Without including any pictures, retype exactly the lines from the top of the records through the line containing "display:grid; place-items:center; width:55px;", that final line included.

Stored data entries:
=== Section Start ===

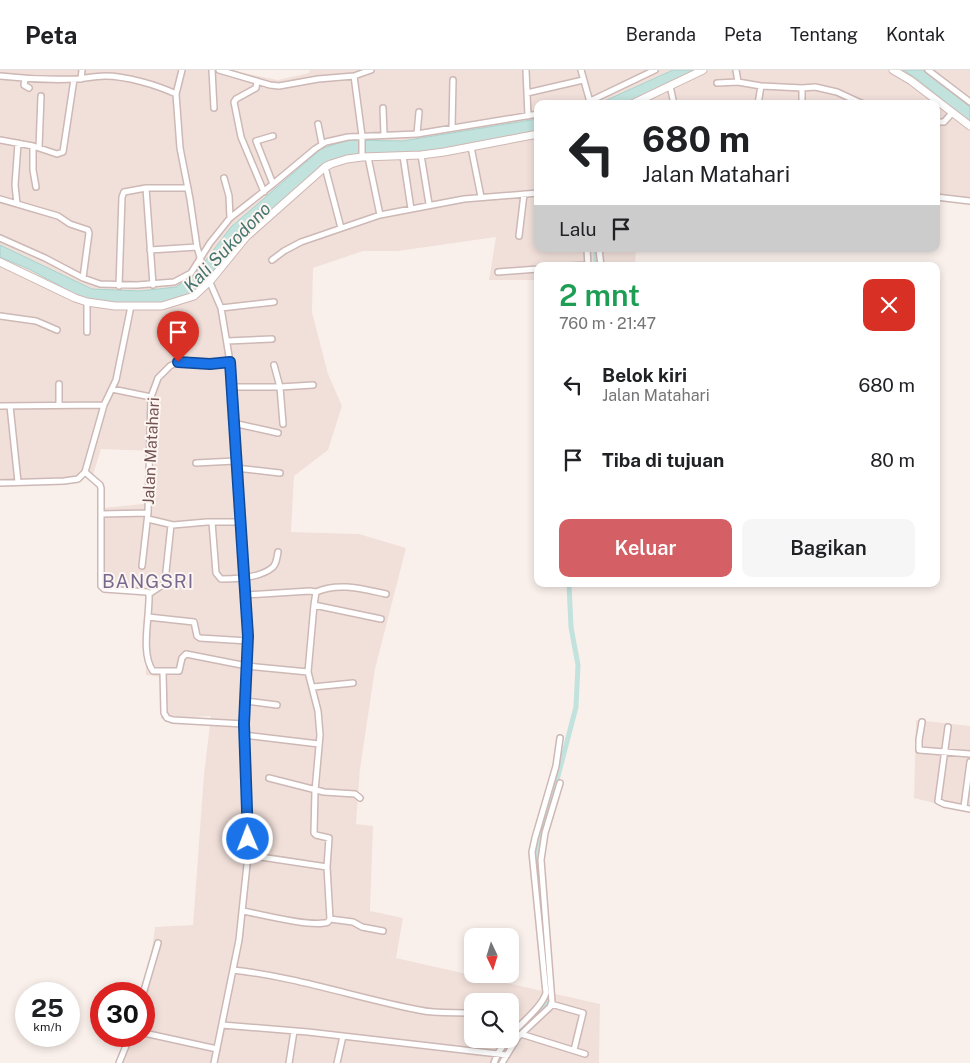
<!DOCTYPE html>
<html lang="id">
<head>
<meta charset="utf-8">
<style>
	body { margin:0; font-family:"Public Sans",sans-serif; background:#f6f6f6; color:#202124; height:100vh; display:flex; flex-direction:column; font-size:19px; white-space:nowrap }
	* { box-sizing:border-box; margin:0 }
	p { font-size:16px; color:#757577 }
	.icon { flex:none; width:28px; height:28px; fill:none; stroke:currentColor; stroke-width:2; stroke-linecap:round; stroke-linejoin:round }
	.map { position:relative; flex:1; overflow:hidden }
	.drawer { position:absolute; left:534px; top:192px; width:406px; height:325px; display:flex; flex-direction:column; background:#fff; border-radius:10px; box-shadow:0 2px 8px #0003 }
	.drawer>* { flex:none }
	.banner { position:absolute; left:534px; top:30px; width:406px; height:152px; border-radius:10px; box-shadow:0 2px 8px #0003; background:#fff; color:#202124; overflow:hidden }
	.needle { width:32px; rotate:176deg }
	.fabs { position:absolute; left:464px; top:858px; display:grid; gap:10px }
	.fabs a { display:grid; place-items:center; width:55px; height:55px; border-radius:10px; background:#fff; box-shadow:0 2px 8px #0003; font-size:25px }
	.speed { position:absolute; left:15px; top:912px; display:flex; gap:10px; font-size:25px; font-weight:700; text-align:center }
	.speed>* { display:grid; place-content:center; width:65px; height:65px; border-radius:50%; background:#fff; box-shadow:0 2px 8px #0003; line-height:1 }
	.speed small { font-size:12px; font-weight:400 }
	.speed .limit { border:8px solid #d22; background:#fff; color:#111 }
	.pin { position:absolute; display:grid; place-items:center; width:42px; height:42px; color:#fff; margin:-51px -21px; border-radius:50% 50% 50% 0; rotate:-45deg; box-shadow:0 0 5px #0007 }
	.pin .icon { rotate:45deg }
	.me { position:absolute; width:55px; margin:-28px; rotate:359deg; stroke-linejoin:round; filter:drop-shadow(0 0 4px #0008) }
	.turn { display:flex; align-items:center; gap:18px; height:105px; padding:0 25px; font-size:22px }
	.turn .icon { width:65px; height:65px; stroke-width:2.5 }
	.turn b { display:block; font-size:35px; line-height:42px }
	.then { display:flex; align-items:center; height:48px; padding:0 25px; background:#0003; gap:10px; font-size:19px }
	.round { display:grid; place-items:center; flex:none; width:52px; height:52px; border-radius:10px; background:#f6f6f6 }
	.head { display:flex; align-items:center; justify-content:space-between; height:85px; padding:0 25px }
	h1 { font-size:30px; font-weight:600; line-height:38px; color:#1e9e55 }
	.button { display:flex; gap:10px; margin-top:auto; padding:10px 25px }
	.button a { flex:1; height:58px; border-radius:10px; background:#d46066; color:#fff; font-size:20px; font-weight:600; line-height:58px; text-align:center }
	.button a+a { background:#f6f6f6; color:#202124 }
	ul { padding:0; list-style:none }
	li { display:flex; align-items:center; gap:15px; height:75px; padding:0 25px }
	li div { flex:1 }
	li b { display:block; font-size:19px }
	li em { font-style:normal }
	header { display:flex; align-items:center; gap:30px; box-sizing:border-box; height:70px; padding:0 25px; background:#fff; border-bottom:1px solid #e0e0e0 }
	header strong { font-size:24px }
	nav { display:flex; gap:28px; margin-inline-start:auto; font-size:18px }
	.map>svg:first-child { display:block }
</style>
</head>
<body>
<header>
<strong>Peta</strong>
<nav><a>Beranda</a><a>Peta</a><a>Tentang</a><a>Kontak</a></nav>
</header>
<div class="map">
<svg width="970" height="993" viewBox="0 0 970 993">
	<rect width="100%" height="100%" fill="#faf0eb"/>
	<path fill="#f1e0da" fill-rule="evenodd" d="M0 0H228L278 10 309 3 310 0H673L598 34H538L537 49 403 71 348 70 321 79 231 157 196 203 176 217 140 221 92 219 0 175Z
		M700 0H903L916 8 970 52V133L936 129V34H630Z
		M923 0H970V37L925 1Z
		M537 62 538 179H636L635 196H538L537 210H489L496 167 398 181H363L313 198 312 242 328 304 342 336 328 380 294 406 291 462 359 464 406 478 375 599 360 699 356 754 373 756 370 841 403 848 396 888 600 934 599 993H117L127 966H144V924L147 915 155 857 193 855 204 704 211 646 161 649V607L146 605 145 522 106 519 102 438 153 433 154 381 101 379 93 405 70 413 0 417V187L29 199 75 224 165 233 240 169 323 95ZM472 931H510V969H472Z
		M916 650 970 656V742L914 728Z"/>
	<path fill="#c1e2dd" stroke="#a9d2cd" d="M673 0H700L630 34H598Z
		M903 0H923L970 37V52L916 8Z
		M537 49V62L428 83 323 95 240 169 214 205 195 222 165 233 115 234 75 224 29 199 0 187V175L92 219 140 221 176 217 196 203 231 157 321 79 348 70 403 71Z"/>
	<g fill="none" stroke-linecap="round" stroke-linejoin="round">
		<path stroke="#c1e2dd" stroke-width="5" d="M596 179V196
			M538 947 548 930 549 920 536 797 541 762 550 737 576 637 578 595 571 557 569 514
			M507 981 513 969 520 962"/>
		<path stroke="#c1e2dd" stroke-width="9" d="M67 218 78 226 101 229"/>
		<g stroke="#cdb8b5" stroke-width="8">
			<path id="street" d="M182 0 176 24 180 78 190 129 197 177 202 194 221 238 230 292 248 566 244 654 248 785 239 870 214 993
				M212 0 214 38
				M219 0 270 15 279 16 318 9 354 6 371 0
				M526 0 528 46
				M581 0 590 32
				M736 0 738 12
				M928 0 970 32
				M0 6C26 9 52 10 78 9 87 8 96 6 105 6 126 6 157 15 176 24
				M354 6 362 66V87
				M25 9 24 15 29 18
				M81 9 82 0
				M257 11 256 18 236 29 234 32 241 67 264 122
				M717 13 738 12 761 16 802 18 815 17 837 22 863 34
				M670 16 674 34
				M527 23 583 10
				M584 34 655 0
				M758 34 761 16
				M802 34V18
				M383 38 384 65
				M936 52H944L952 43
				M318 54 322 74
				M452 58 453 10
				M417 64 419 42
				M273 66 256 71 273 114
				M0 70 33 76 57 84 63 82 74 9
				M33 76V100L36 117
				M471 77 481 127
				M39 78 41 26
				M421 85 429 134
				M403 86 411 139
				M368 87 380 145
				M325 97 341 158
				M224 108 229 126 230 148
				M146 118 153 215
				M936 127 970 131
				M0 129 58 146 70 154 88 160 89 163 83 208
				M17 134 15 115 18 73
				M519 166 524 124
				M0 168 45 188 83 208 100 214 137 215 174 212 191 203 210 173 230 148 273 114 315 79 326 72 348 67 417 64 538 44
				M587 179 588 196
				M599 179 601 196
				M150 180 197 177
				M272 190 284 181 301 172 380 145 464 129 538 123
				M569 196 588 195
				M498 202 538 199
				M119 216 122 127 124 122 146 118H188
				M221 238 274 232
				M0 246 36 251 57 260
				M87 262V232
				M227 271 272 269
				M274 295 280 317 283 354
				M231 317H280L313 315
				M112 319 151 327
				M59 335V314
				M0 336 104 335
				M10 336 18 412
				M233 353 278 363
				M196 393 235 391
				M236 398 280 403
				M85 402 100 415 101 418V516L104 519 147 522 149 524C150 546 140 583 153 601H179L182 588 186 584 247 596 308 602
				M0 413 64 411 78 409 85 402 104 335 116 310 131 236
				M101 444 148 443
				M148 449 173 455 207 452H240
				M212 452 216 503 221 509C236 509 261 508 273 497 277 493 277 486 278 482
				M142 496 148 443 151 327 158 308 170 296 178 292 210 294 230 292
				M316 522C339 512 362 519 386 524
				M149 524 164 514 165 511 171 455
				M245 525 310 521 316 522 314 535 308 602 318 641 320 665 315 721 314 763 316 765 329 768 327 797 330 849
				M314 535 381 549
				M148 547 194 552 197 566 200 568 248 571
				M163 602 164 643 167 648 173 650 244 654
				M313 617 353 613
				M246 631 277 635
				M922 652 919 670V680L970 684
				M948 657 938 731 944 734 970 739
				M244 665 319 674
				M269 708 324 722 355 724 360 728
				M964 737 970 692
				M248 785 327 797
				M243 841C264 845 306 856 324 853 328 853 328 852 330 849L353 852 362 857 383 861
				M233 900C297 907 357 928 419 940 436 944 455 942 472 943
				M143 924 158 873
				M551 934 583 943 574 980
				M510 953 518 957
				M222 955 308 962 507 985
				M144 963 217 979
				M521 964 585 984
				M510 966C520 954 542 937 546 923L532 782 535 768 556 696 560 668
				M119 993 130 966
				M289 993 294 961
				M337 993 343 966
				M494 993 498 983 508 969
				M502 993 518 967 550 937 552 932 541 790 545 763 560 713"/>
		</g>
		<g stroke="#cfb7b3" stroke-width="9">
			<path id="secondary" d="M893 0 910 10 970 56
				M632 34 703 0
				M0 192 75 228 87 232 115 236H162L194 226 211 210 246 167 325 97 331 94 347 89 362 87 421 85 444 82 538 64"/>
		</g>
		<use href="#street" stroke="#fff" stroke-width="5"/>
		<use href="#secondary" stroke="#fff" stroke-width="7"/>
	</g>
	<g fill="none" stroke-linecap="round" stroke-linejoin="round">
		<g stroke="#114b97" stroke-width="12">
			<path id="route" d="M178 292 210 294 230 292 248 566 244 654 248 769"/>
		</g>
		<use href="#route" stroke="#1a73e8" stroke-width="9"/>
	</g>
	<g text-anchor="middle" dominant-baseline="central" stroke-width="4" stroke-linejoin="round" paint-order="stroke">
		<g font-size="16" fill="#725351" stroke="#fdf5f1">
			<text transform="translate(151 381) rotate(-87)">Jalan Matahari</text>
		</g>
		<g font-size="18" font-style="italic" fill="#467570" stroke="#fdf5f1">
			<text transform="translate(227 177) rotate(-46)">Kali Sukodono</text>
		</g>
		<g font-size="19" letter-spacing="1" fill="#77698d" stroke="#fdf5f1">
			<text x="148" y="511">BANGSRI</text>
		</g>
	</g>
</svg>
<div class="fabs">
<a><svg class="needle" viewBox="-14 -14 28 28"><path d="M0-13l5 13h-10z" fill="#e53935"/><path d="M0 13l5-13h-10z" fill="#757577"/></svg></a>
<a><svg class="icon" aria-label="search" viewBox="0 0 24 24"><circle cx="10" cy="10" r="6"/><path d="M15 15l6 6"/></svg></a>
</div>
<div class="speed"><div>25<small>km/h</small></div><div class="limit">30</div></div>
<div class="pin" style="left:178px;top:292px;background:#d93025"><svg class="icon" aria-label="arrive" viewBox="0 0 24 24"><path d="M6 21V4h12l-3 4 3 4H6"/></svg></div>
<svg class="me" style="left:248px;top:769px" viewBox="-20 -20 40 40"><circle r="17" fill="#1a73e8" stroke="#fff" stroke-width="3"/><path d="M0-11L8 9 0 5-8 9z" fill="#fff"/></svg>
<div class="banner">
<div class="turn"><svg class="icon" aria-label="left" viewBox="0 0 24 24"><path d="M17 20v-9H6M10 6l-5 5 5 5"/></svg><div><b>680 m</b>Jalan Matahari</div></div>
<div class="then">Lalu<svg class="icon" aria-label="arrive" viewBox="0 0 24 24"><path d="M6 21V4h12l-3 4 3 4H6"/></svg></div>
</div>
<section class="drawer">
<div class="head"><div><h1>2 mnt</h1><p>760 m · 21:47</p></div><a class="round" style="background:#d93025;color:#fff"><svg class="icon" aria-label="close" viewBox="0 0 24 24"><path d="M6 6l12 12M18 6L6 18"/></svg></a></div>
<ul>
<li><svg class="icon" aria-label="left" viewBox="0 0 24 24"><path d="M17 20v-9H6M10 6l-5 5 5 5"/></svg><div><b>Belok kiri</b><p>Jalan Matahari</p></div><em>680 m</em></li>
<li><svg class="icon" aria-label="arrive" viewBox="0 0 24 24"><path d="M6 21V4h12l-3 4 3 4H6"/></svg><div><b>Tiba di tujuan</b></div><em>80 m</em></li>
</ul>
<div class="button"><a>Keluar</a><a>Bagikan</a></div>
</section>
</div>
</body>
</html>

=== Section End ===

Exercise answer:
<!DOCTYPE html>
<html lang="id">
<head>
<meta charset="utf-8">
<style>
	body { margin:0; font-family:"Public Sans",sans-serif; background:#f6f6f6; color:#202124; height:100vh; display:flex; flex-direction:column; font-size:19px; white-space:nowrap }
	* { box-sizing:border-box; margin:0 }
	p { font-size:16px; color:#757577 }
	.icon { flex:none; width:28px; height:28px; fill:none; stroke:currentColor; stroke-width:2; stroke-linecap:round; stroke-linejoin:round }
	.map { position:relative; flex:1; overflow:hidden }
	.drawer { position:absolute; left:534px; top:192px; width:406px; height:325px; display:flex; flex-direction:column; background:#fff; border-radius:10px; box-shadow:0 2px 8px #0003 }
	.drawer>* { flex:none }
	.banner { position:absolute; left:534px; top:30px; width:406px; height:152px; border-radius:10px; box-shadow:0 2px 8px #0003; background:#fff; color:#202124; overflow:hidden }
	.needle { width:32px; rotate:176deg }
	.fabs { position:absolute; left:464px; top:858px; display:grid; gap:10px }
	.fabs a { display:grid; place-items:center; width:55px; height:55px; border-radius:10px; background:#fff; box-shadow:0 2px 8px #0003; font-size:25px }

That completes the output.